Janacek pushed inside through the tattered flap.
Whiteout stood there, shit-eating grin on his face, with an opened bottle of whiteout. He took a hit, offered it to Janacek. “How sweet it isssss,” he said.
“You null, I thought you said you were out.”
“Emergency stash, man.” He offered the little black and white bottle to Janacek again.

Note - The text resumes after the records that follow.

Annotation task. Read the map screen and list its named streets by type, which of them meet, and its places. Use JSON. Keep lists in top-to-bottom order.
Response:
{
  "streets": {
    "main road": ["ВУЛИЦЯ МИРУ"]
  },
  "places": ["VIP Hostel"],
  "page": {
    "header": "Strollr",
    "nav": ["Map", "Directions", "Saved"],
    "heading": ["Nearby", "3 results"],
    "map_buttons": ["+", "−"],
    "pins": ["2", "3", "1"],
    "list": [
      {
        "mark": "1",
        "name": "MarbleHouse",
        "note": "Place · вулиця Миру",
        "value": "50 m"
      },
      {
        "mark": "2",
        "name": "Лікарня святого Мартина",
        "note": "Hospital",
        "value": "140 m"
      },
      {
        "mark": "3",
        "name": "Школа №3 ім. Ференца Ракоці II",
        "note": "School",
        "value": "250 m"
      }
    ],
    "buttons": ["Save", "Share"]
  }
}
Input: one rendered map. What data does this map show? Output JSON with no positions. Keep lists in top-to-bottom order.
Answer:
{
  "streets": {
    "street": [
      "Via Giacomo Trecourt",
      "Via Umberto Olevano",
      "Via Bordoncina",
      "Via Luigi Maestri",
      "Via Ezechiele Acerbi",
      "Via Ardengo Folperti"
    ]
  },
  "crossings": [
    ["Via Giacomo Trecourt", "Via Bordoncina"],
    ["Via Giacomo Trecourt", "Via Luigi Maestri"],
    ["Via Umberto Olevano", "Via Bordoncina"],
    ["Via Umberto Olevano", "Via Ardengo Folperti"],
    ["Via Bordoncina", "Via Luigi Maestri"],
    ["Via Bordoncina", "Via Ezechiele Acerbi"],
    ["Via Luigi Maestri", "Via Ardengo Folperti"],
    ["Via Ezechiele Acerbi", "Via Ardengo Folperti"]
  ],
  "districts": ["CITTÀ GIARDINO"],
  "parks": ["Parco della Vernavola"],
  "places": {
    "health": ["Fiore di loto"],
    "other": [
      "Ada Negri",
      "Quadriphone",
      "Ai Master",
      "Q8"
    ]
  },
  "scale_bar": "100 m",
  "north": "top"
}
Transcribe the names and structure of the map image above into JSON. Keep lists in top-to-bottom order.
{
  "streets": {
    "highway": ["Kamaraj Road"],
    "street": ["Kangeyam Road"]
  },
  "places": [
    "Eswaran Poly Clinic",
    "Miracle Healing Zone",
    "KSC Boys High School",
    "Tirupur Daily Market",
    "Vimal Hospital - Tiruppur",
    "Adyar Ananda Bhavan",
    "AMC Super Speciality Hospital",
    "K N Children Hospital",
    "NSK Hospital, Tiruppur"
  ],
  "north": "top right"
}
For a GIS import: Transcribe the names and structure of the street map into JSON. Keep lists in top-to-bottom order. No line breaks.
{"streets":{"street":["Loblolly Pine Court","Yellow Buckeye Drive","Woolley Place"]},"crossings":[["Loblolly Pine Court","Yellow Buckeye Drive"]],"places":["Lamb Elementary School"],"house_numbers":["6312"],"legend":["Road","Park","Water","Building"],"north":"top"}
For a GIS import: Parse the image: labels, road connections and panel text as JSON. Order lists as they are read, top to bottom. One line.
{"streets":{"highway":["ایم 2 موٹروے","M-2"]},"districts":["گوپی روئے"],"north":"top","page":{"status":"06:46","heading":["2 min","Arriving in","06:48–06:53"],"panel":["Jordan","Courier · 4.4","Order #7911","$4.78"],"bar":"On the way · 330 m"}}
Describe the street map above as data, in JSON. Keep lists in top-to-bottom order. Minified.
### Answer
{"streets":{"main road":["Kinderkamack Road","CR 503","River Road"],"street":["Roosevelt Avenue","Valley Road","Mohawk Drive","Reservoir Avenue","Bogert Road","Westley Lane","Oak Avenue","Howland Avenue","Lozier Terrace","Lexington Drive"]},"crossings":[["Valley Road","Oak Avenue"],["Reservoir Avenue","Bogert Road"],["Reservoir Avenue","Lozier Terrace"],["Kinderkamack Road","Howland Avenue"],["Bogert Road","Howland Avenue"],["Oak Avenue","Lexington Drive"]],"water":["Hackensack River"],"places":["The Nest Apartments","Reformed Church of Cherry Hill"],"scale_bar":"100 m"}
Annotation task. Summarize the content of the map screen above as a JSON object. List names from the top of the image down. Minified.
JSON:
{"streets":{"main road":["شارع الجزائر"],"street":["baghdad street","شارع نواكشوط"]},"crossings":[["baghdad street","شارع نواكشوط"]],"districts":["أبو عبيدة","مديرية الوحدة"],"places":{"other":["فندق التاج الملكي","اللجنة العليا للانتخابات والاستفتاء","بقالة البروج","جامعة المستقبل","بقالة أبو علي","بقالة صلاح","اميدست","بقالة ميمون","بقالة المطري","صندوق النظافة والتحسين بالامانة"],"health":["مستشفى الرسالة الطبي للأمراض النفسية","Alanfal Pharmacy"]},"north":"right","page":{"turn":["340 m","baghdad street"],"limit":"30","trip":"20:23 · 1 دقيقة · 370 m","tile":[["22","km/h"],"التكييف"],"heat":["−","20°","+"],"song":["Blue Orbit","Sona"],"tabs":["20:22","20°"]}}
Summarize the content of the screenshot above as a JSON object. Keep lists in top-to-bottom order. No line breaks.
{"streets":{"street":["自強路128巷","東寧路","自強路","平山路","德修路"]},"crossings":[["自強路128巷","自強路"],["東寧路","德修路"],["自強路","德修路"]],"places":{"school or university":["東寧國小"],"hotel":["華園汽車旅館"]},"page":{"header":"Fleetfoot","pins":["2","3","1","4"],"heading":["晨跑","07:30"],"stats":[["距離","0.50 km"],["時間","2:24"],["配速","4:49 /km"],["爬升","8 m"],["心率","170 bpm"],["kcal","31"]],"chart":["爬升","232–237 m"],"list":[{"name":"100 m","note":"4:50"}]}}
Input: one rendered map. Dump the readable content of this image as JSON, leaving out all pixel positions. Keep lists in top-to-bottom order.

Janacek waved him off. “You must have been one of those glue sniffers when you were little, huh?”
Whiteout shrugged, grinning.
“Jesus, grow up.” Janacek pushed out of the tent, squinting against the piercing light. Above his head, the local star burned hard, swallowing his shadow. In his mind the bloody scene played out, of crew killing crew, the cries of the women, the raving of Harper Teeg as he swung the machine gun wildly through camp. Harper Teeg. Kill him on sight. His co-conspirator, Liu, kill him as well. Before they kill us. Freeping crazy they must be by now, trapped in the endless turquoise jungle, their dreams of a new paradise smashed when the lander escaped with the women, the blossoms of their imagined empire.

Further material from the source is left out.